■ **PROBLEM**
The line containing "Transcribe the names" marks the end: write out exactly every line from the first line of the data below through that line, and only those.

(Dataset entries)
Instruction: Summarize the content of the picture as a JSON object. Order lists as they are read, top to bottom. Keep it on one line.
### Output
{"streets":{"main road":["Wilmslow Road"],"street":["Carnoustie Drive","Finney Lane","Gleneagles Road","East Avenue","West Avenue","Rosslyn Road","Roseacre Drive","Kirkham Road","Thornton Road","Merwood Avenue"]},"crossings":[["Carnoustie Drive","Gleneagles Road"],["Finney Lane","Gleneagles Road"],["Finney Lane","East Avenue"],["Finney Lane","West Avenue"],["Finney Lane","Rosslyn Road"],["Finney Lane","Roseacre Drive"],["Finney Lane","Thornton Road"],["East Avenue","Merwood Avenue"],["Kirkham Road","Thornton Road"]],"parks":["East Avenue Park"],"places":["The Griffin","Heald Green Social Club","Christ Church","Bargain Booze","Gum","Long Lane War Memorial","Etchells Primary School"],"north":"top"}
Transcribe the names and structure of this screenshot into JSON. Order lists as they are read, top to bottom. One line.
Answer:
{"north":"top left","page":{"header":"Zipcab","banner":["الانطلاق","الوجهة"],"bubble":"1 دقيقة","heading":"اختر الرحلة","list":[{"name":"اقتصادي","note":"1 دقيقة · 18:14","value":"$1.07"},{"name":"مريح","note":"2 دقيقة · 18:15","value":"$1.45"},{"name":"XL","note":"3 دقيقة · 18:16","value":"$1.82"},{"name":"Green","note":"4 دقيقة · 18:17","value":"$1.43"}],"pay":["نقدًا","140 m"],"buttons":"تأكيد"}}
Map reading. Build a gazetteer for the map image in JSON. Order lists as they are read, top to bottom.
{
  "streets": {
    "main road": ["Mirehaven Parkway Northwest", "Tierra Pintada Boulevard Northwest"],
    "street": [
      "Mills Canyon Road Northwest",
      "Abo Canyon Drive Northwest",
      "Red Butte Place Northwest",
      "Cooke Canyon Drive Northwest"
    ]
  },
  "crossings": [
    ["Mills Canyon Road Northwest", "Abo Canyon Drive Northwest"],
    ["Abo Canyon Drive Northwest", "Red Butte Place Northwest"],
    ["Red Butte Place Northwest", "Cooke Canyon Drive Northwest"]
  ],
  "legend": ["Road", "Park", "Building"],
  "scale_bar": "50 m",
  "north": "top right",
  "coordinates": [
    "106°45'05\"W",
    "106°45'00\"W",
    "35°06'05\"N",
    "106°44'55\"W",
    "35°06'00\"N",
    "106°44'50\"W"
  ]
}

■ **EXERCISE RESPONSE**
Instruction: Summarize the content of the picture as a JSON object. Order lists as they are read, top to bottom. Keep it on one line.
### Output
{"streets":{"main road":["Wilmslow Road"],"street":["Carnoustie Drive","Finney Lane","Gleneagles Road","East Avenue","West Avenue","Rosslyn Road","Roseacre Drive","Kirkham Road","Thornton Road","Merwood Avenue"]},"crossings":[["Carnoustie Drive","Gleneagles Road"],["Finney Lane","Gleneagles Road"],["Finney Lane","East Avenue"],["Finney Lane","West Avenue"],["Finney Lane","Rosslyn Road"],["Finney Lane","Roseacre Drive"],["Finney Lane","Thornton Road"],["East Avenue","Merwood Avenue"],["Kirkham Road","Thornton Road"]],"parks":["East Avenue Park"],"places":["The Griffin","Heald Green Social Club","Christ Church","Bargain Booze","Gum","Long Lane War Memorial","Etchells Primary School"],"north":"top"}
Transcribe the names and structure of this screenshot into JSON. Order lists as they are read, top to bottom. One line.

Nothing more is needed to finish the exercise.